格闘技でも、プロテクター無しの方が、絵写りが生える。しかし、それは、金を取って生計とするプロのためのシステムだろう。

 

いや、選手のためのシステムではない。見る側の観客のためのシステムだ。

 

野生が必要だ。蛮性がいると言いながら、怪我はしたくないし、させたくない。

 

そのバランスをどう取るか。それが、日本拳法道のそもそもの成立要因だ。

 

軽量防具・他流試合・安全性。この矛盾する要因をうまくまとめたのが、日本拳法道だと思っている。

 

この動画、どちらも総合系の空手流流派同士の闘いだが、80k台と60k台の闘いである。

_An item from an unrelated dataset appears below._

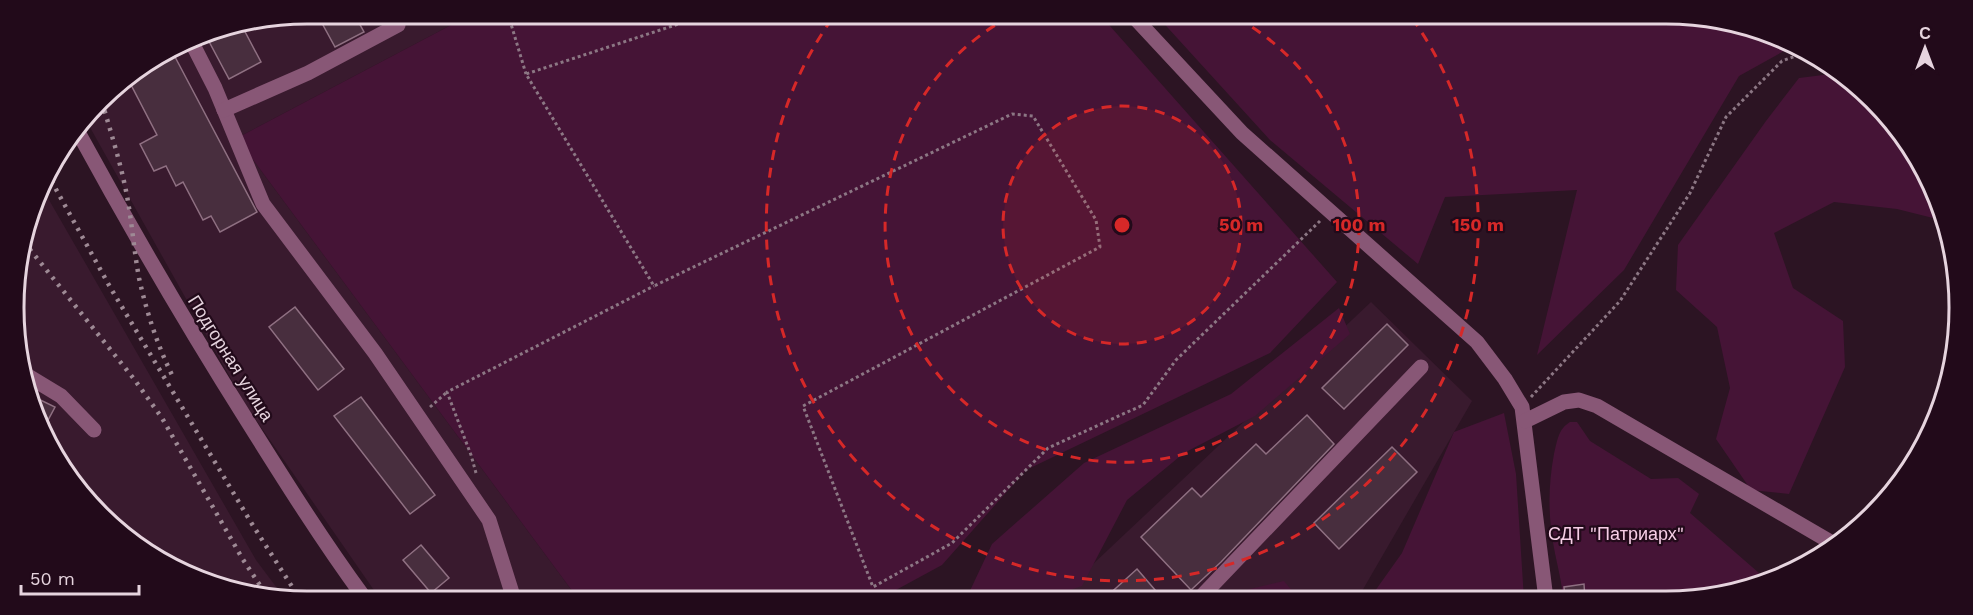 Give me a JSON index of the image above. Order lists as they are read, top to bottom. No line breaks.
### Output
{"streets":{"street":["Подгорная улица"]},"parks":["СДТ \"Патриарх\""],"scale_bar":"50 m","north":"top","rings":["50 m","100 m","150 m"]} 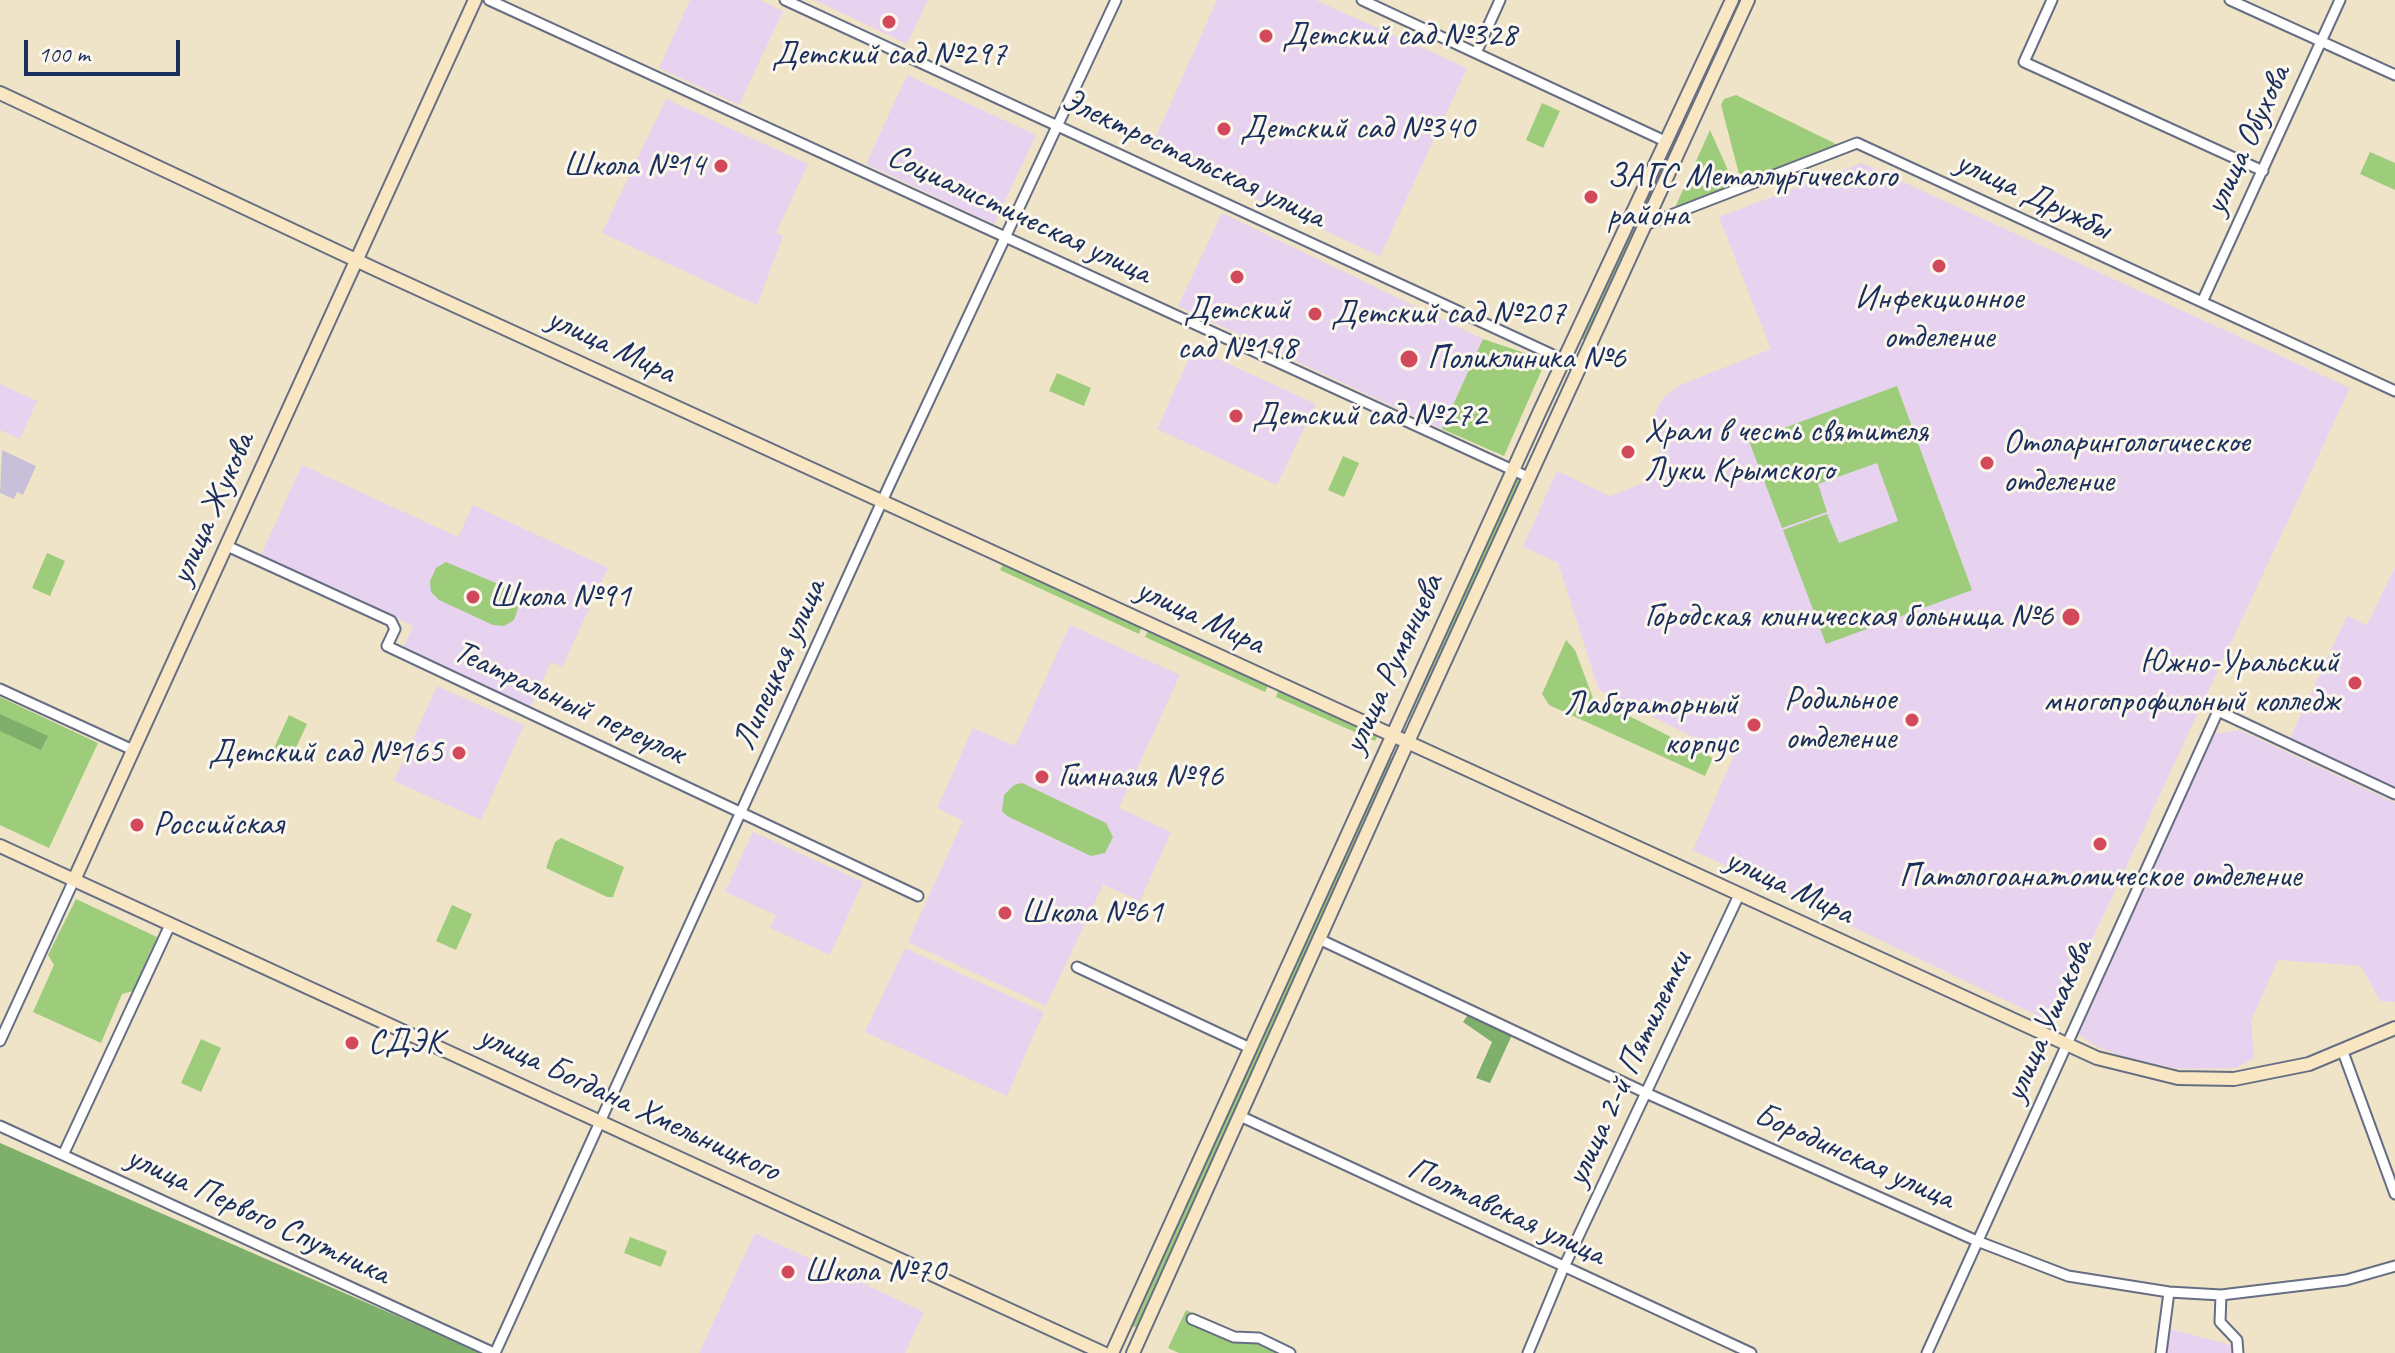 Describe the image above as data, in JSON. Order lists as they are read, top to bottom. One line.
{"streets":{"main road":["улица Мира","улица Жукова","улица Румянцева","улица Богдана Хмельницкого"],"street":["улица Обухова","Электростальская улица","улица Дружбы","Социалистическая улица","Липецкая улица","Театральный переулок","улица Ушакова","улица 2-й Пятилетки","Бородинская улица","Полтавская улица","улица Первого Спутника"]},"crossings":[["улица Обухова","улица Дружбы"],["Электростальская улица","улица Румянцева"],["Электростальская улица","Липецкая улица"],["улица Дружбы","улица Румянцева"],["Социалистическая улица","улица Румянцева"],["Социалистическая улица","Липецкая улица"],["улица Мира","улица Жукова"],["улица Мира","улица Румянцева"],["улица Мира","Липецкая улица"],["улица Мира","улица Ушакова"],["улица Мира","улица 2-й Пятилетки"],["улица Жукова","Театральный переулок"],["улица Жукова","улица Богдана Хмельницкого"],["улица Румянцева","Бородинская улица"],["улица Румянцева","Полтавская улица"],["Липецкая улица","Театральный переулок"],["Липецкая улица","улица Богдана Хмельницкого"],["Липецкая улица","улица Первого Спутника"],["улица Ушакова","Бородинская улица"],["улица 2-й Пятилетки","Бородинская улица"],["улица 2-й Пятилетки","Полтавская улица"]],"places":["Детский сад №297","Детский сад №328","Детский сад №340","Школа №14","ЗАГС Металлургического района","Инфекционное отделение","Детский сад №198","Детский сад №207","Поликлиника №6","Детский сад №272","Храм в честь святителя Луки Крымского","Отоларингологическое отделение","Школа №91","Городская клиническая больница №6","Южно-Уральский многопрофильный колледж","Родильное отделение","Лабораторный корпус","Детский сад №165","Гимназия №96","Российская","Патологоанатомическое отделение","Школа №61","СДЭК","Школа №70"],"scale_bar":"100 m"} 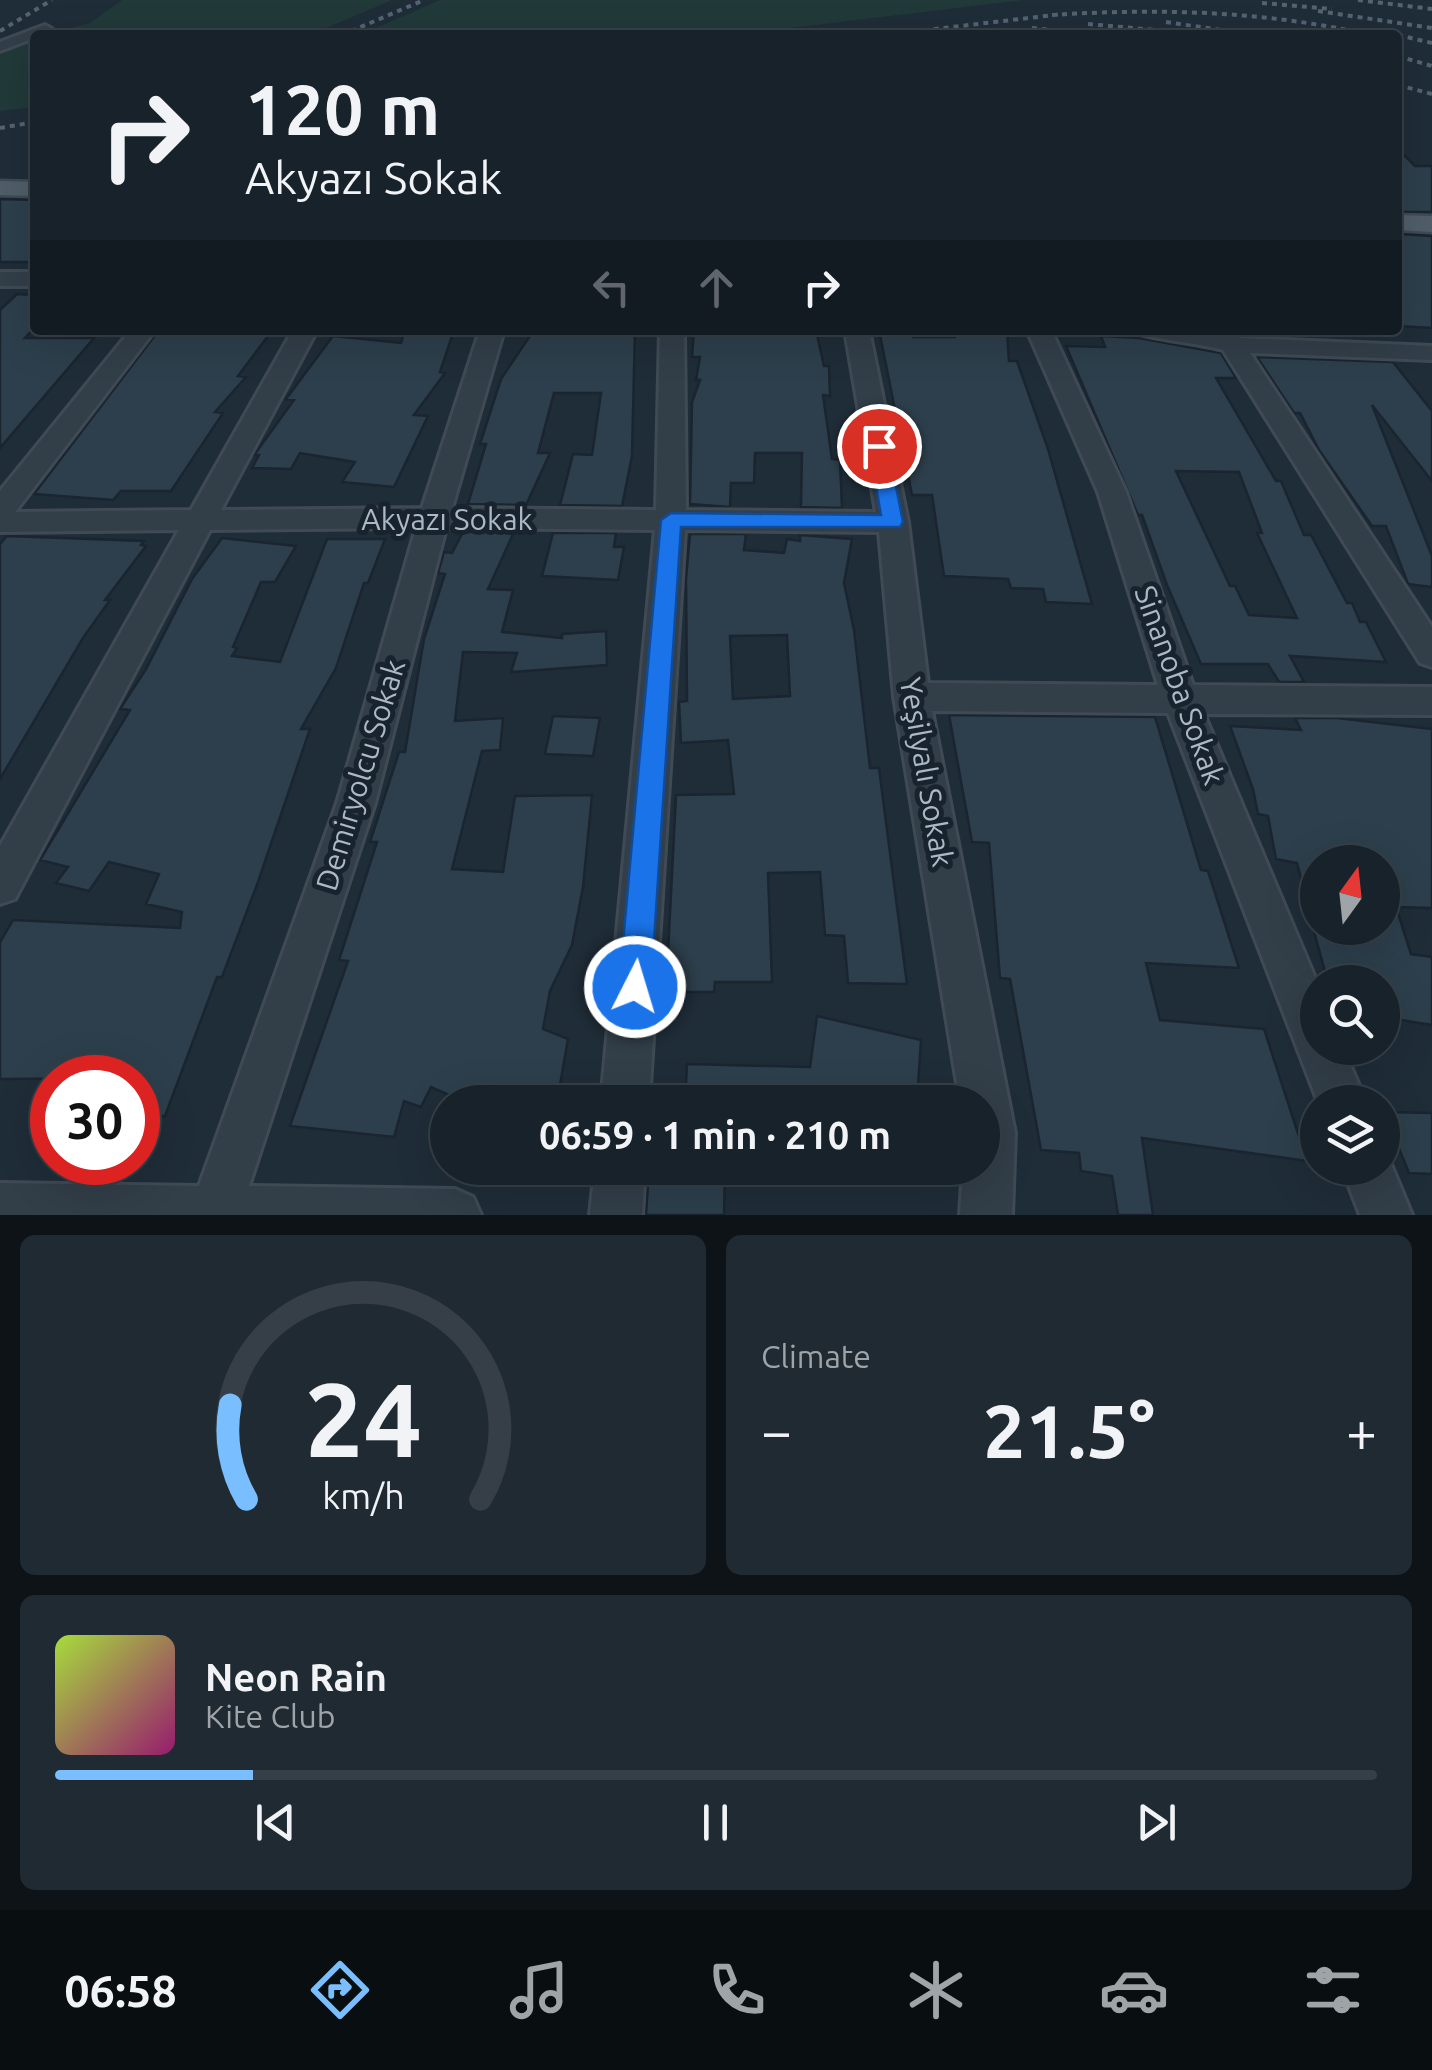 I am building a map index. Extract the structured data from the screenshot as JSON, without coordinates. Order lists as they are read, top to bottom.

普通に無茶がある。

 

しかし、それを承知で闘う。プロテクターがあるから成立するとも言えるが、武士道の本義のために闘っているとも言える。

 

骨を削り、肉を潰し、体重を浴びせかけ、自分の野生を、蛮性を蘇らせ、咆哮し、終われば、みな、にこやかに語り合う。

 

しかも、流派が違うのだ。これを理想と言わずに、何を理想と言おう。

 

風門祭は、いずれ、日本の歴史を変える。馬鹿がと言われることを承知の上で、私は確信している。